Utility Module: ctypes_utils.py

from ctypes_utils import (
    KernelConfig,              # Single kernel configuration
    setup_gemm_dispatcher,     # Set up dispatcher with kernels
    print_kernel_config_table, # Display kernel configurations
    Dispatcher,                # High-level dispatcher
    Registry,                  # Kernel registry
    Validator,                 # Validation utilities
)

KernelConfig

config = KernelConfig(
    # Tile sizes
    tile_m=256, tile_n=256, tile_k=32,
    # Wave configuration
    wave_m=2, wave_n=2, wave_k=1,
    # Warp tile sizes
    warp_tile_m=32, warp_tile_n=32, warp_tile_k=16,
    # Pipeline and scheduler
    pipeline="compv4",      # "compv3" or "compv4"
    scheduler="intrawave",  # "intrawave" or "interwave"
    # Optional
    epilogue="default",
    padding=True,
    double_buffer=True,
)

setup_gemm_dispatcher

# Single kernel
lib, dispatcher, registry = setup_gemm_dispatcher(config)

# Multiple kernels
lib, dispatcher, registry = setup_gemm_dispatcher([config1, config2, ...])

# With auto-rebuild
lib, dispatcher, registry = setup_gemm_dispatcher(config, auto_rebuild=True)

print_kernel_config_table

kernels = [config1, config2, config3]
print_kernel_config_table(kernels)
# Output:
# +----+-------+-------+-------+--------+-----------+
# | #  | Tile  | Wave  | Warp  | Pipe   | Scheduler |
# +----+-------+-------+-------+--------+-----------+
# | 1  | 128x128x32 | 2x2x1 | 32x32x16 | compv3 | intrawave |
# | 2  | 256x256x32 | 2x2x1 | 32x32x16 | compv4 | intrawave |
# | 3  | 128x256x64 | 2x2x1 | 32x32x16 | compv3 | interwave |
# +----+-------+-------+-------+--------+-----------+

GPU Memory Management

import ctypes
import numpy as np

# Load HIP library
hip = ctypes.CDLL("libamdhip64.so")

# Allocate GPU memory
gpu_ptr = ctypes.c_void_p()
hip.hipMalloc(ctypes.byref(gpu_ptr), size_in_bytes)

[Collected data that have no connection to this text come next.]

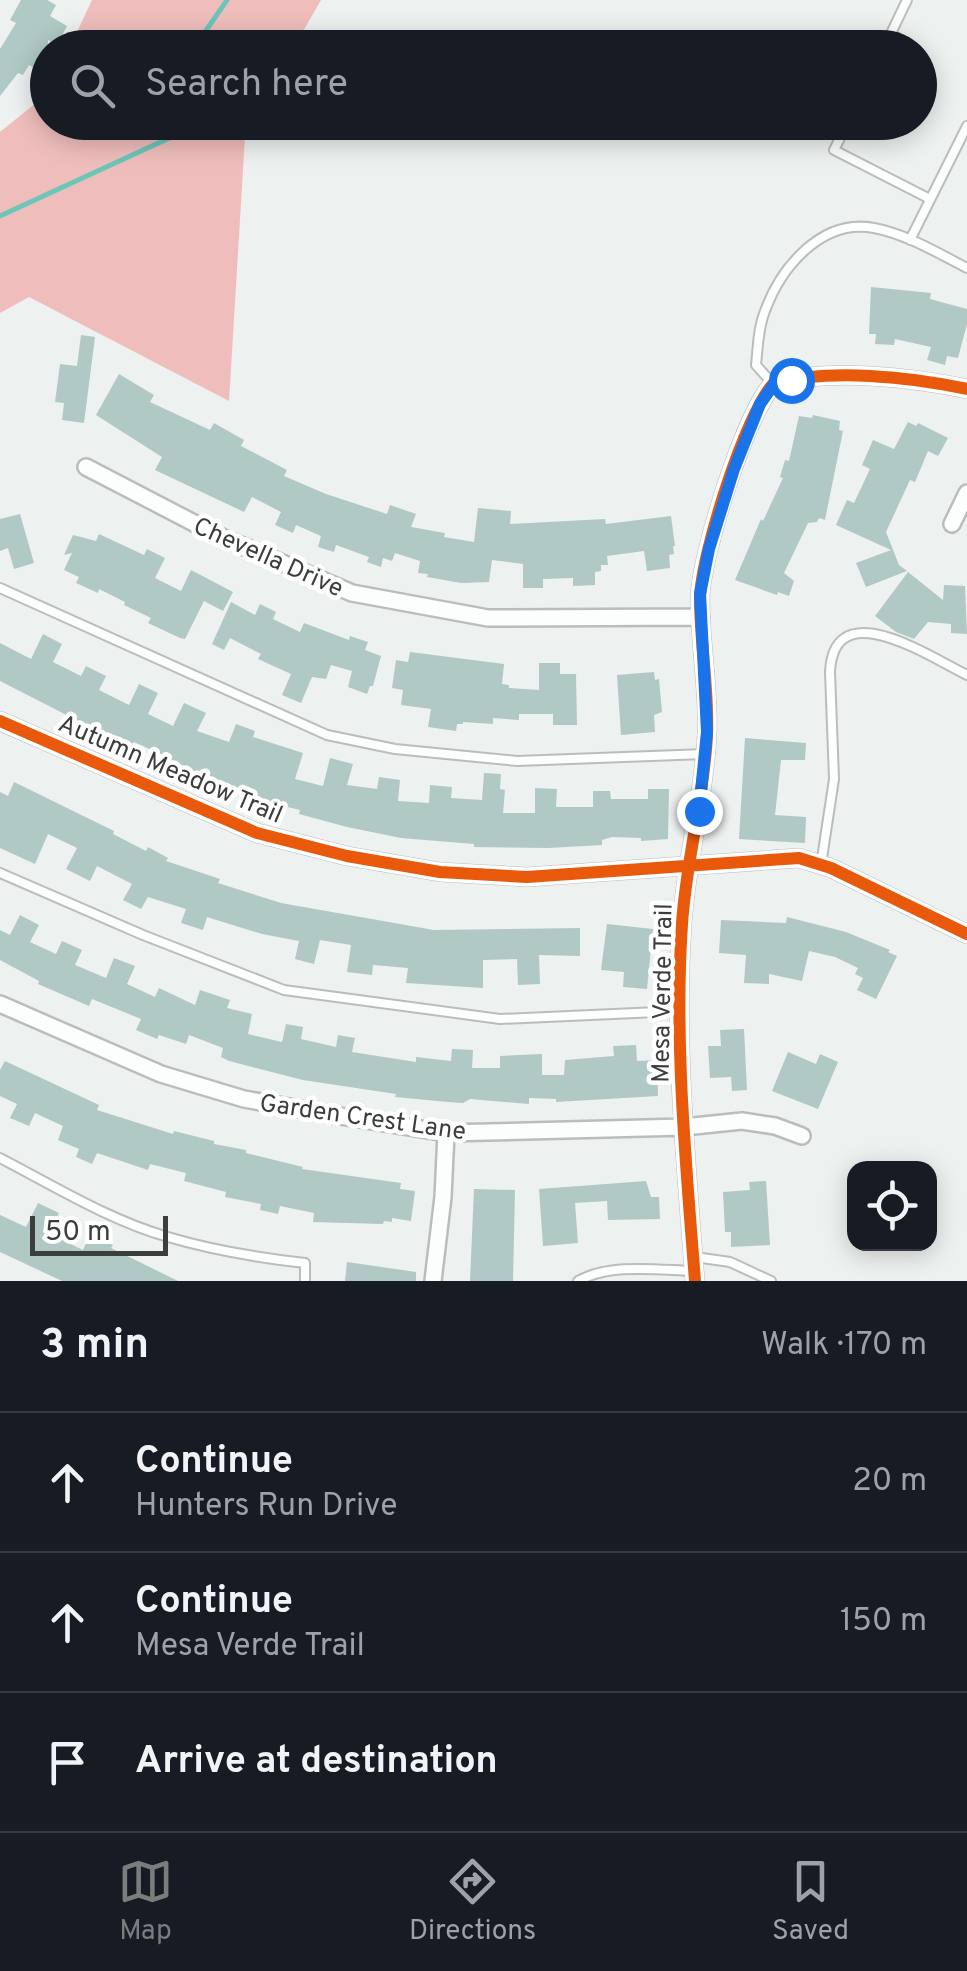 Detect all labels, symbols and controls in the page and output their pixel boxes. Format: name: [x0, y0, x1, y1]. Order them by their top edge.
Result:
search box: [30, 30, 937, 140]
icon: search: [65, 58, 120, 113]
text: Search here: [145, 61, 348, 110]
route start: [769, 358, 815, 404]
street label: Chevella Drive: [188, 511, 348, 606]
street label: Autumn Meadow Trail: [53, 709, 287, 832]
route end: [677, 789, 723, 835]
street label: Mesa Verde Trail: [646, 903, 682, 1083]
street label: Garden Crest Lane: [257, 1089, 468, 1149]
map controls: [847, 1161, 937, 1251]
button: locate: [847, 1161, 937, 1251]
scale bar: [30, 1211, 168, 1256]
text: 50 m: [45, 1215, 111, 1251]
text: 3 min: [40, 1320, 149, 1373]
text: Walk · 170 m: [761, 1326, 927, 1366]
text: Continue: [135, 1438, 293, 1487]
icon: ahead: [40, 1455, 95, 1510]
text: 20 m: [852, 1462, 927, 1502]
text: Hunters Run Drive: [135, 1487, 398, 1527]
text: Continue: [135, 1578, 293, 1627]
icon: ahead: [40, 1595, 95, 1650]
text: 150 m: [840, 1602, 927, 1642]
text: Mesa Verde Trail: [135, 1627, 365, 1667]
icon: arrive: [40, 1735, 95, 1790]
text: Arrive at destination: [135, 1738, 498, 1787]
tab: Map: [118, 1854, 173, 1950]
tab: Directions: [409, 1854, 536, 1950]
tab: Saved: [772, 1854, 849, 1950] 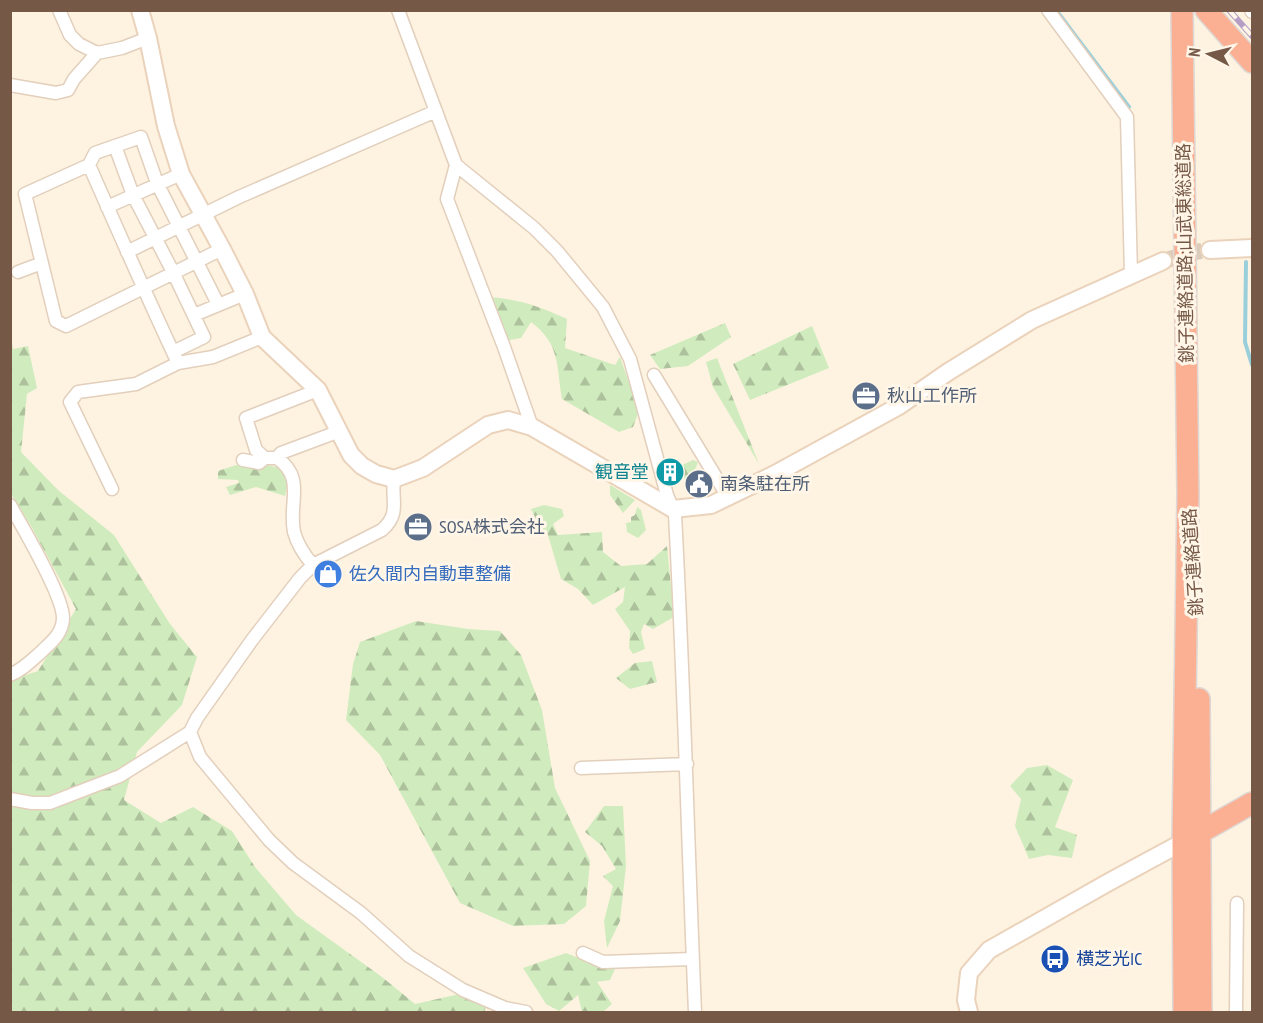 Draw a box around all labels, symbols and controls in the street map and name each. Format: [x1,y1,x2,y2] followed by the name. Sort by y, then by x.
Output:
[1179,24,1239,84] north arrow
[1184,47,1205,58] text: N
[1171,143,1198,363] street label: 銚子連絡道路;山武東総道路
[850,380,882,412] office icon: 秋山工作所
[887,384,977,407] place label: 秋山工作所
[654,456,686,488] building icon: 観音堂
[595,460,649,483] place label: 観音堂
[683,468,715,500] public building icon: 南条駐在所
[720,472,810,495] place label: 南条駐在所
[1177,507,1208,617] street label: 銚子連絡道路
[402,511,434,543] office icon: SOSA株式会社
[439,515,545,538] place label: SOSA株式会社
[312,558,344,590] shop icon: 佐久間内自動車整備
[349,562,511,585] place label: 佐久間内自動車整備
[1039,943,1071,975] bus stop icon: 横芝光IC
[1076,947,1142,970] place label: 横芝光IC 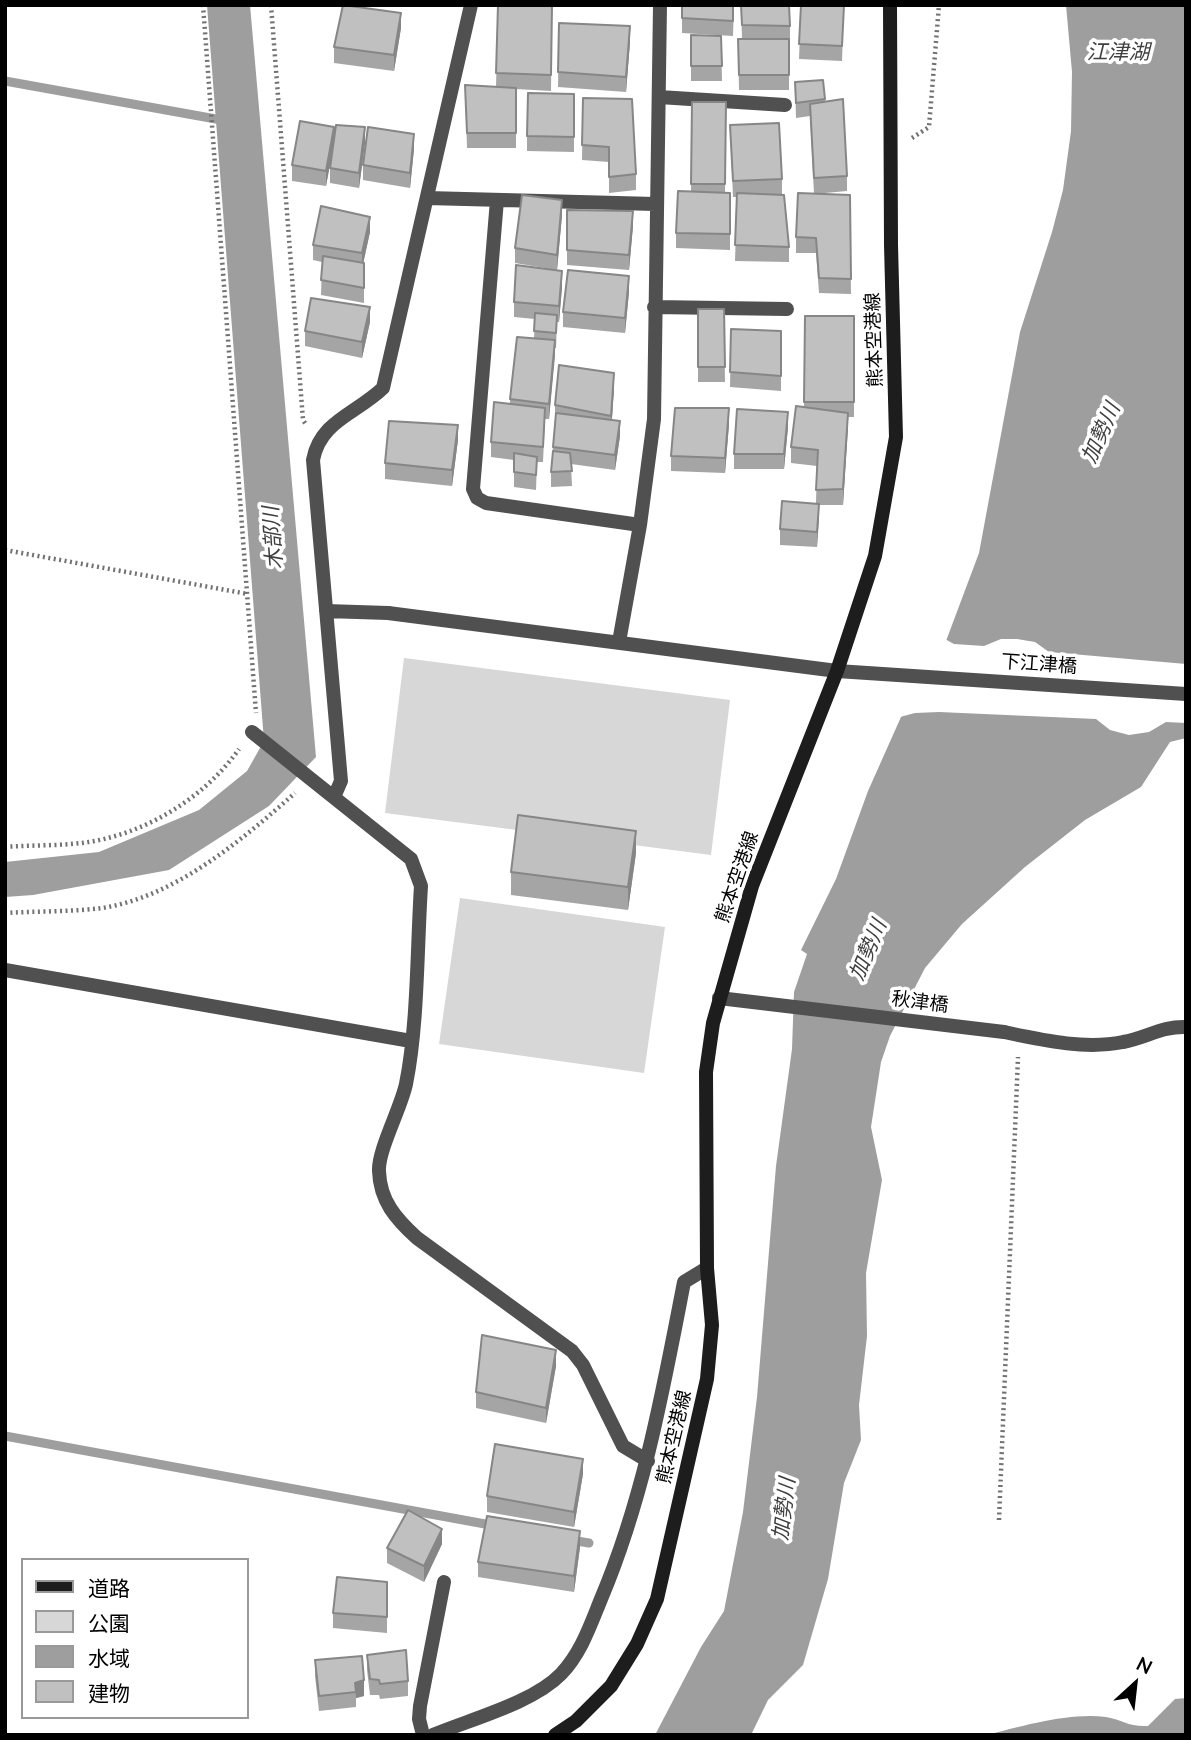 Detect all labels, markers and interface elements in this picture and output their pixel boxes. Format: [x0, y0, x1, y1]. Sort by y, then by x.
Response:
water label: 江津湖 [1087, 39, 1149, 65]
street label: 熊本空港線 [861, 292, 887, 388]
water label: 加勢川 [1077, 399, 1125, 467]
water label: 木部川 [258, 506, 288, 570]
street label: 下江津橋 [1000, 650, 1078, 678]
street label: 熊本空港線 [711, 828, 763, 926]
water label: 加勢川 [844, 916, 892, 984]
street label: 秋津橋 [890, 987, 950, 1017]
street label: 熊本空港線 [652, 1388, 696, 1486]
water label: 加勢川 [768, 1476, 800, 1542]
legend [21, 1558, 248, 1719]
text: 道路 [88, 1575, 130, 1600]
text: 公園 [88, 1610, 130, 1635]
text: 水域 [88, 1645, 130, 1670]
north arrow [1100, 1649, 1170, 1719]
text: N [1133, 1651, 1156, 1678]
text: 建物 [88, 1680, 130, 1705]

# Copy to GPU (1 = hipMemcpyHostToDevice)
hip.hipMemcpy(gpu_ptr, host_array.ctypes.data, size, 1)

# Copy back (2 = hipMemcpyDeviceToHost)
hip.hipMemcpy(host_array.ctypes.data, gpu_ptr, size, 2)

# Free
hip.hipFree(gpu_ptr)

Performance Testing

Test compilation performance with different kernel counts:

# Test with 10 kernels (~15s compile time)
python3 01_basic_gemm.py --num-kernels 10

# Test with 20 kernels (~25s compile time)
python3 01_basic_gemm.py --num-kernels 20

# Test with 48 kernels (~50s compile time)
python3 01_basic_gemm.py --num-kernels 48

Compilation time scales roughly linearly with kernel count.